Try it: From the line with "strokePath(major, '#96e8fb', 15);" onward, reproduce each line of the entries exactly, ending at the last one, and add nothing.
== == ==
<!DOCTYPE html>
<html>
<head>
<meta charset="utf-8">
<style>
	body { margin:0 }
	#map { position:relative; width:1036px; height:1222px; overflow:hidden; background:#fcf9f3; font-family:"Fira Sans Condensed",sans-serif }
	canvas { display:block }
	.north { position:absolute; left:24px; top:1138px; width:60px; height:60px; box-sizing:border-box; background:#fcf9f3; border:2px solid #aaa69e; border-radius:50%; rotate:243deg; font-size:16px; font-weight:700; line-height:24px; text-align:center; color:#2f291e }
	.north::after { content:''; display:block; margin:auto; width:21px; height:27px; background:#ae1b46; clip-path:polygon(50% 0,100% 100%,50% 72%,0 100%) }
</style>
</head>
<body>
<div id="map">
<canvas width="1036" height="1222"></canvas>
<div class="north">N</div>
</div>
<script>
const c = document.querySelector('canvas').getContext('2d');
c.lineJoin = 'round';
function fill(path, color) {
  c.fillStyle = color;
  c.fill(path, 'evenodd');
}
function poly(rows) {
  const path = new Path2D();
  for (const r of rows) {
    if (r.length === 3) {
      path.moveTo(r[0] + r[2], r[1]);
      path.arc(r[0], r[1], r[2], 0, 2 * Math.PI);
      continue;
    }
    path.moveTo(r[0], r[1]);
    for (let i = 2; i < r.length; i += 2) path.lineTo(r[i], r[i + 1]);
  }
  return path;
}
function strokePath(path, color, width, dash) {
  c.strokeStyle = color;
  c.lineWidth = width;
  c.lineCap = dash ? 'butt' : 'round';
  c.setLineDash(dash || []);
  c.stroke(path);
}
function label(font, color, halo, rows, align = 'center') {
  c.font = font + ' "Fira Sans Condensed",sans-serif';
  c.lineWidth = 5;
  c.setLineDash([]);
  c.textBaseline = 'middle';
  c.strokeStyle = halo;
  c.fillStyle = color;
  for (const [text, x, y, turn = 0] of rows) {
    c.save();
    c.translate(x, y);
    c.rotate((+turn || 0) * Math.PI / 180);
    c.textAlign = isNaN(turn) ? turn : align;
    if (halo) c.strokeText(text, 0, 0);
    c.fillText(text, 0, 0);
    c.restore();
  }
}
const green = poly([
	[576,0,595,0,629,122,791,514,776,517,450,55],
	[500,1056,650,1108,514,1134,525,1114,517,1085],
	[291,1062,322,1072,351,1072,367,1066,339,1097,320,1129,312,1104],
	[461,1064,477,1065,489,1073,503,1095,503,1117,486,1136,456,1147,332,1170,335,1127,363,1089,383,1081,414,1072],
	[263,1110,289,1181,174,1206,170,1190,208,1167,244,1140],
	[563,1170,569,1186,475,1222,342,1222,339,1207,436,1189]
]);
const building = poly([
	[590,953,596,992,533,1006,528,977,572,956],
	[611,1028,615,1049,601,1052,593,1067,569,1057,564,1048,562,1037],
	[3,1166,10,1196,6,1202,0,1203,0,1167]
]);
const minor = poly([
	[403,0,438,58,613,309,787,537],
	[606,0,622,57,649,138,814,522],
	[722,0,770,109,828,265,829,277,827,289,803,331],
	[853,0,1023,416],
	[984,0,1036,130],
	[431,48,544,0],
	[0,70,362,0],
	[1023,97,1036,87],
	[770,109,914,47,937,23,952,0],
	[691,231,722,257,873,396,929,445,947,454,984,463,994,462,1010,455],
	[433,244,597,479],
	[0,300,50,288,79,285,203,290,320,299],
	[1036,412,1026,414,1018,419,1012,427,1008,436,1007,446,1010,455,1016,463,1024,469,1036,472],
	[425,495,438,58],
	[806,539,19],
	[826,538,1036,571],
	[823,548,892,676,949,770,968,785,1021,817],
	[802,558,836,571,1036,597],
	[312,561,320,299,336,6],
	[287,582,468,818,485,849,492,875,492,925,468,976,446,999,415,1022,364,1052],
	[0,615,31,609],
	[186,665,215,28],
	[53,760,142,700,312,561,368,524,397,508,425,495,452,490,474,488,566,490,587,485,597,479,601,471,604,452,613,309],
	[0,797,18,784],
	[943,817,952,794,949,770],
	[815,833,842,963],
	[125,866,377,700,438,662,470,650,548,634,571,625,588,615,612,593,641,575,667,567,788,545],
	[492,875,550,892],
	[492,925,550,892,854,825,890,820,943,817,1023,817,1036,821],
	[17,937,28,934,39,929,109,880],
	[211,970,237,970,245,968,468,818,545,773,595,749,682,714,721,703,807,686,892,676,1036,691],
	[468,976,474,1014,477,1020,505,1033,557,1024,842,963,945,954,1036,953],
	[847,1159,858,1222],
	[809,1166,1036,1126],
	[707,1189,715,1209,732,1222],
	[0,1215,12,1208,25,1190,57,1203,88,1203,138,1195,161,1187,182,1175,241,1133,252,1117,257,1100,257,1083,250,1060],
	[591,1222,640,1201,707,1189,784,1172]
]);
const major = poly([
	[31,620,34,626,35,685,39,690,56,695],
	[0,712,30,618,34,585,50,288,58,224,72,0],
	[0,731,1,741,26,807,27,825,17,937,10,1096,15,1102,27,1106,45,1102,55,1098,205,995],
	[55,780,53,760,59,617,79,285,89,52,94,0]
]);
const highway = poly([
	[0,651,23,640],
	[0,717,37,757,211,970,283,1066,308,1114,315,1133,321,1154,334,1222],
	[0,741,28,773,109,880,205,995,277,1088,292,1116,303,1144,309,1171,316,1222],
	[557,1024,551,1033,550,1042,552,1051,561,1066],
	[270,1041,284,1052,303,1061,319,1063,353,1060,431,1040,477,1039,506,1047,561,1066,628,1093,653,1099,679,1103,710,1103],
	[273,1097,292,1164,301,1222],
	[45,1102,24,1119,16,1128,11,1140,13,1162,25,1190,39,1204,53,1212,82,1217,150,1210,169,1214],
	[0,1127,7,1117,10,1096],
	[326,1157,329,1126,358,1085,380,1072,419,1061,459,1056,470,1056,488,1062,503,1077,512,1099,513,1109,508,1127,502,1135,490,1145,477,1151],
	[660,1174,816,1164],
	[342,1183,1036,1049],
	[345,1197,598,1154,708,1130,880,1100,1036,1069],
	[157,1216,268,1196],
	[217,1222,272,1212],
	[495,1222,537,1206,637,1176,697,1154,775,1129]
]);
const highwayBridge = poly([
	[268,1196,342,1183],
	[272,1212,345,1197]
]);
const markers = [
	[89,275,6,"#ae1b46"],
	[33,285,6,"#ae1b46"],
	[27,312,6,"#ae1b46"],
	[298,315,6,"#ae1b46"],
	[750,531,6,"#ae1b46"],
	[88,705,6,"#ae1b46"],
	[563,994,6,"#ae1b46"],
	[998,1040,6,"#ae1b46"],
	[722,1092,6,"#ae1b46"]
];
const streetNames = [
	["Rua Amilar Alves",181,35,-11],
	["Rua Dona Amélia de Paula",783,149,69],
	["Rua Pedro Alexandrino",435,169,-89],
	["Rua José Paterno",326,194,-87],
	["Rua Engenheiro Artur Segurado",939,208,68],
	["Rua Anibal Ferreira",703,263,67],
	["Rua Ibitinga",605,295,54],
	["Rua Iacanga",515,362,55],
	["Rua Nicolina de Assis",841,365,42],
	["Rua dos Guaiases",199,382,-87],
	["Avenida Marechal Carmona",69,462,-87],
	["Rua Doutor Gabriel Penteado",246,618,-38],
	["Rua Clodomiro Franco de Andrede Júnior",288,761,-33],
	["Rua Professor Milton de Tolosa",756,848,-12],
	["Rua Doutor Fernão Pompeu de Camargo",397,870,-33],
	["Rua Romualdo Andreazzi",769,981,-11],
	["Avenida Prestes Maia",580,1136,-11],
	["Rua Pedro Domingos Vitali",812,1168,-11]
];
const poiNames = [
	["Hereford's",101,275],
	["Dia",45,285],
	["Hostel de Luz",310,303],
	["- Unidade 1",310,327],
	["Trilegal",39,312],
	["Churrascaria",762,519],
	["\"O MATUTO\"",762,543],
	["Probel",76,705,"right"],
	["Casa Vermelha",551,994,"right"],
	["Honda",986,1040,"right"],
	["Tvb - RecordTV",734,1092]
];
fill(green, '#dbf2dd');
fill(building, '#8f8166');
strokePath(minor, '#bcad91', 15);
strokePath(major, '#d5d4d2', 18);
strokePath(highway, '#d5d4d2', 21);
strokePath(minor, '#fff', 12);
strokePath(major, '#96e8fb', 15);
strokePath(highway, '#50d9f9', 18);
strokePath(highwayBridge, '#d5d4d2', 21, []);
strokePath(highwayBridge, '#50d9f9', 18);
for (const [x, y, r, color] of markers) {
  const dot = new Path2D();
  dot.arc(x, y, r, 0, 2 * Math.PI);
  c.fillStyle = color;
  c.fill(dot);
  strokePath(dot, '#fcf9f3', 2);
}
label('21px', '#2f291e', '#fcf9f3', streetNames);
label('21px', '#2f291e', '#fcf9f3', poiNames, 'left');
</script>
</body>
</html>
== == ==
Answer area:
strokePath(major, '#96e8fb', 15);
strokePath(highway, '#50d9f9', 18);
strokePath(highwayBridge, '#d5d4d2', 21, []);
strokePath(highwayBridge, '#50d9f9', 18);
for (const [x, y, r, color] of markers) {
  const dot = new Path2D();
  dot.arc(x, y, r, 0, 2 * Math.PI);
  c.fillStyle = color;
  c.fill(dot);
  strokePath(dot, '#fcf9f3', 2);
}
label('21px', '#2f291e', '#fcf9f3', streetNames);
label('21px', '#2f291e', '#fcf9f3', poiNames, 'left');
</script>
</body>
</html>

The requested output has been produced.